▸ **To do**
Find the number of lines in these records where the word "Keep" appears. Reply with that number and nothing more.

▸ **Provided information**
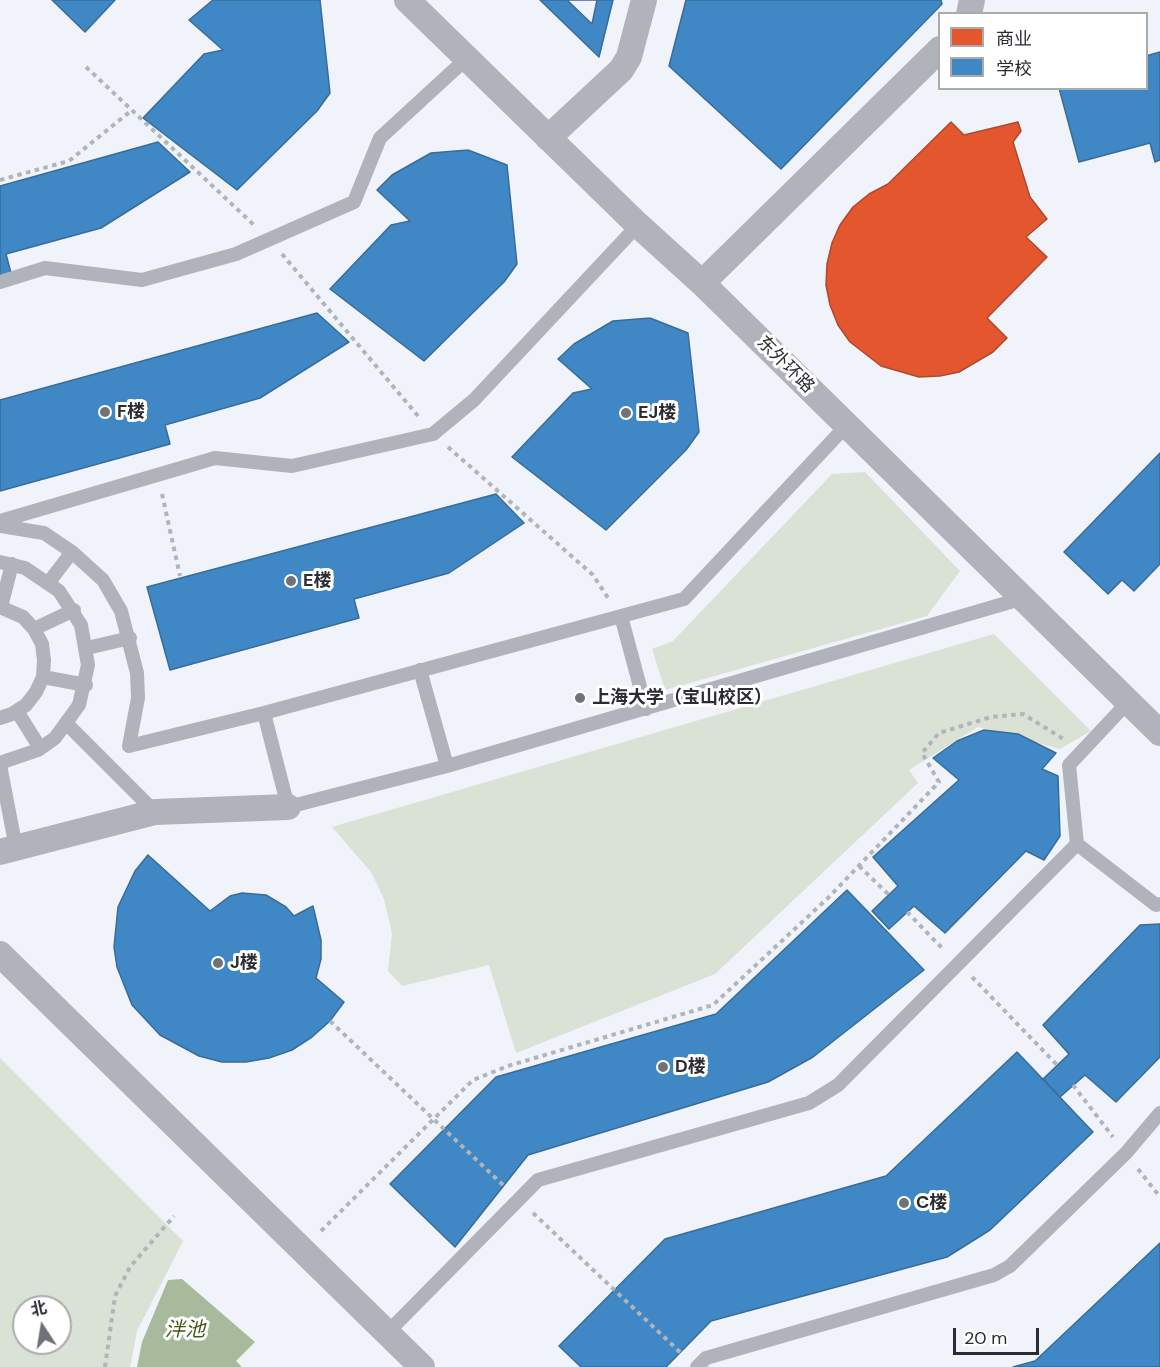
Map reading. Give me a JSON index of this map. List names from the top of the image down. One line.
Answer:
{"streets":{"street":["东外环路"]},"water":["泮池"],"places":["F楼","EJ楼","E楼","上海大学（宝山校区）","J楼","D楼","C楼"],"legend":["商业","学校"],"scale_bar":"20 m","north":"top"}
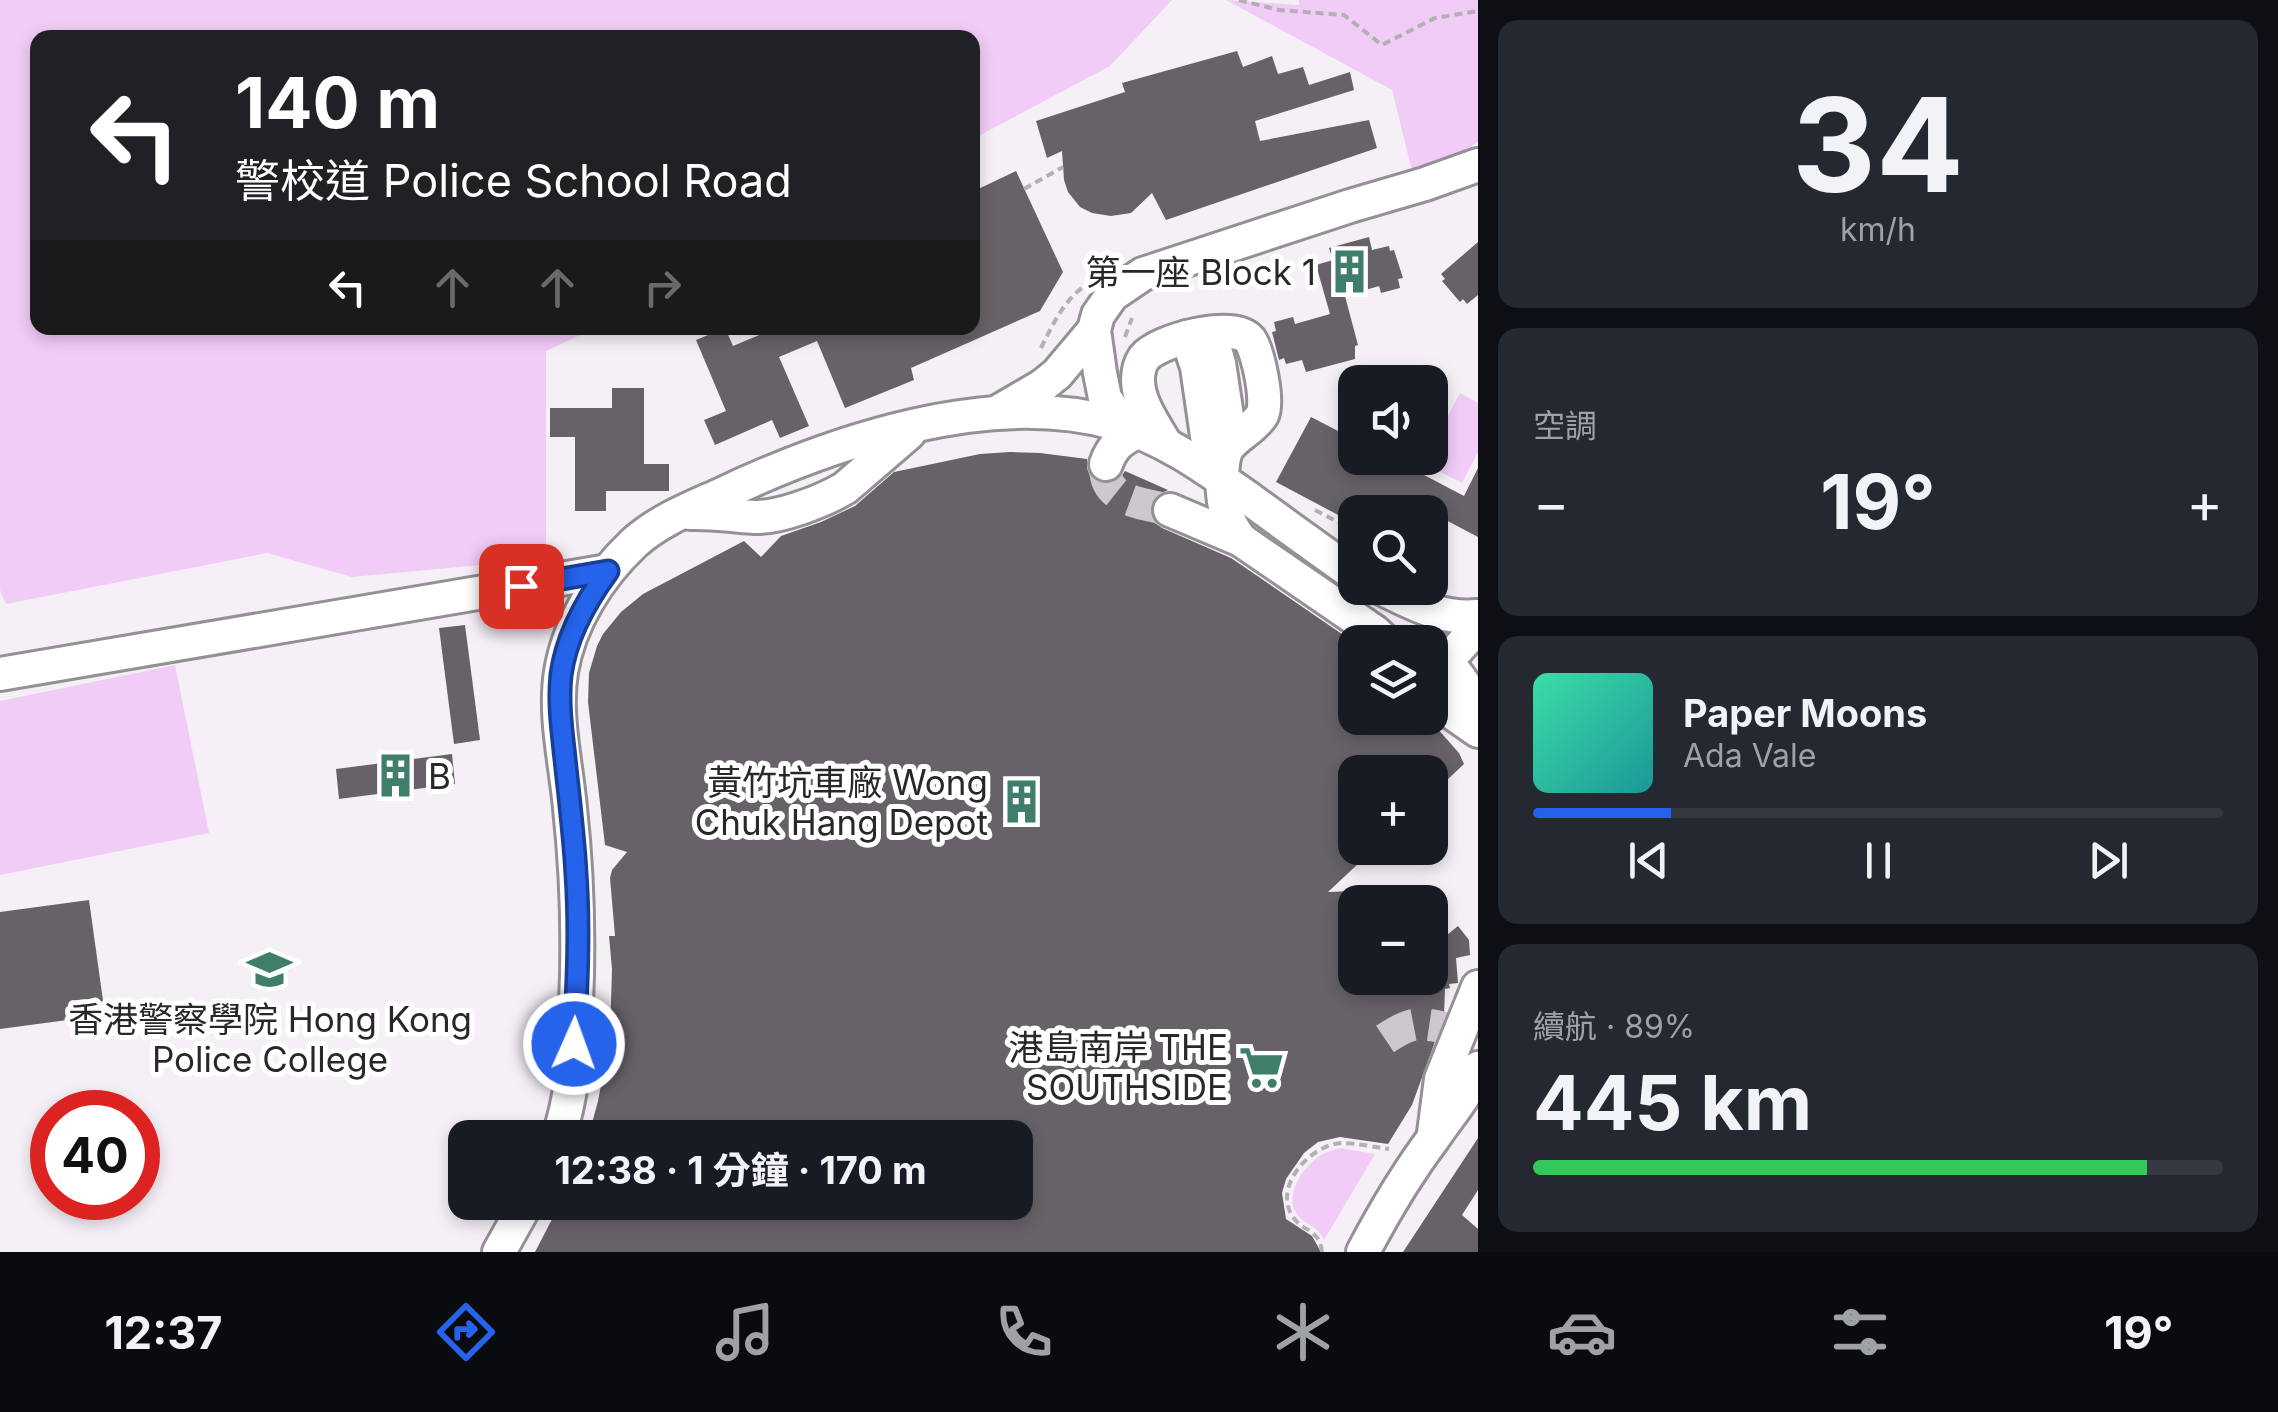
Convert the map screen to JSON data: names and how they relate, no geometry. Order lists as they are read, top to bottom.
{
  "places": {
    "building": ["第一座 Block 1", "B", "黃竹坑車廠 Wong Chuk Hang Depot"],
    "school or university": ["香港警察學院 Hong Kong Police College"],
    "supermarket": ["港島南岸 THE SOUTHSIDE"]
  },
  "page": {
    "tile": [
      ["34", "km/h"],
      "空調",
      ["續航 · 89%", "445 km"]
    ],
    "turn": ["140 m", "警校道 Police School Road"],
    "map_buttons": ["+", "−"],
    "heat": ["−", "19°", "+"],
    "song": ["Paper Moons", "Ada Vale"],
    "limit": "40",
    "trip": "12:38 · 1 分鐘 · 170 m",
    "tabs": ["12:37", "19°"]
  }
}
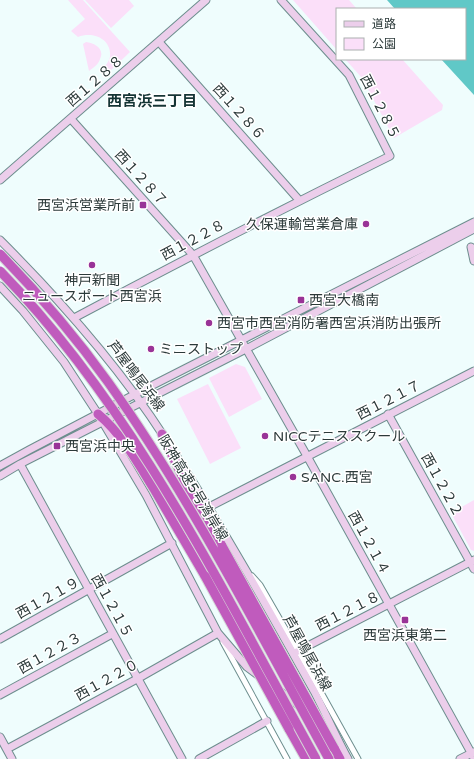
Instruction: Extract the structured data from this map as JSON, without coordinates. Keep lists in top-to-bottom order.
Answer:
{
  "streets": {
    "highway": ["阪神高速5号湾岸線"],
    "street": [
      "西１２８８",
      "西１２８５",
      "西１２８６",
      "西１２８７",
      "西１２２８",
      "芦屋鳴尾浜線",
      "西１２１７",
      "西１２２２",
      "西１２１４",
      "西１２１９",
      "西１２１５",
      "西１２１８",
      "西１２２３",
      "西１２２０"
    ]
  },
  "crossings": [
    ["西１２８８", "西１２８６"],
    ["西１２８８", "西１２８７"],
    ["西１２８５", "西１２２８"],
    ["西１２８６", "西１２２８"],
    ["西１２８７", "西１２２８"],
    ["西１２８７", "西１２１４"],
    ["西１２２８", "芦屋鳴尾浜線"],
    ["芦屋鳴尾浜線", "西１２１７"],
    ["芦屋鳴尾浜線", "西１２１９"],
    ["芦屋鳴尾浜線", "西１２２０"],
    ["西１２１７", "西１２２２"],
    ["西１２１７", "西１２１４"],
    ["西１２２２", "西１２１８"],
    ["西１２１４", "西１２１８"],
    ["西１２１９", "西１２１５"],
    ["西１２１５", "西１２２３"],
    ["西１２１５", "西１２２０"]
  ],
  "districts": ["西宮浜三丁目"],
  "places": {
    "transit": [
      "西宮浜営業所前",
      "西宮大橋南",
      "西宮浜中央",
      "西宮浜東第二"
    ],
    "other": [
      "久保運輸営業倉庫",
      "神戸新聞 ニュースポート西宮浜",
      "西宮市西宮消防署西宮浜消防出張所",
      "ミニストップ",
      "NICCテニススクール",
      "SANC.西宮"
    ]
  },
  "legend": ["道路", "公園"]
}
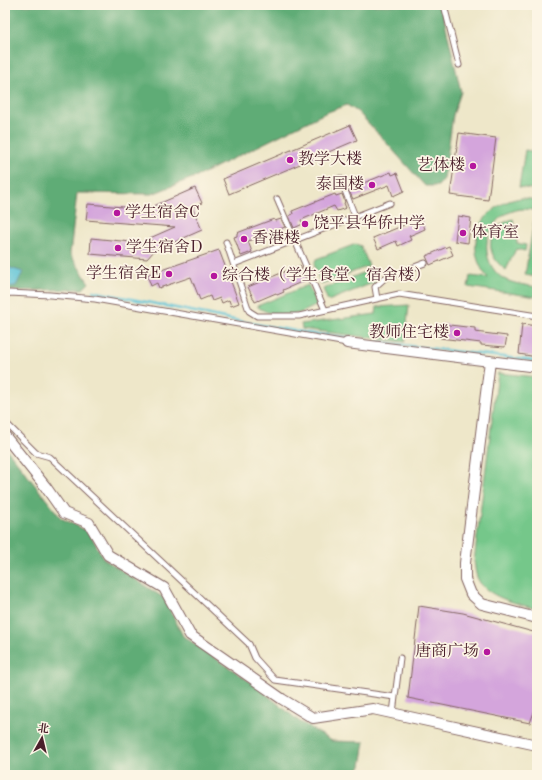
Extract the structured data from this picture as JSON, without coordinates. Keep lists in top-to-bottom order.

▸ **Answer area**
2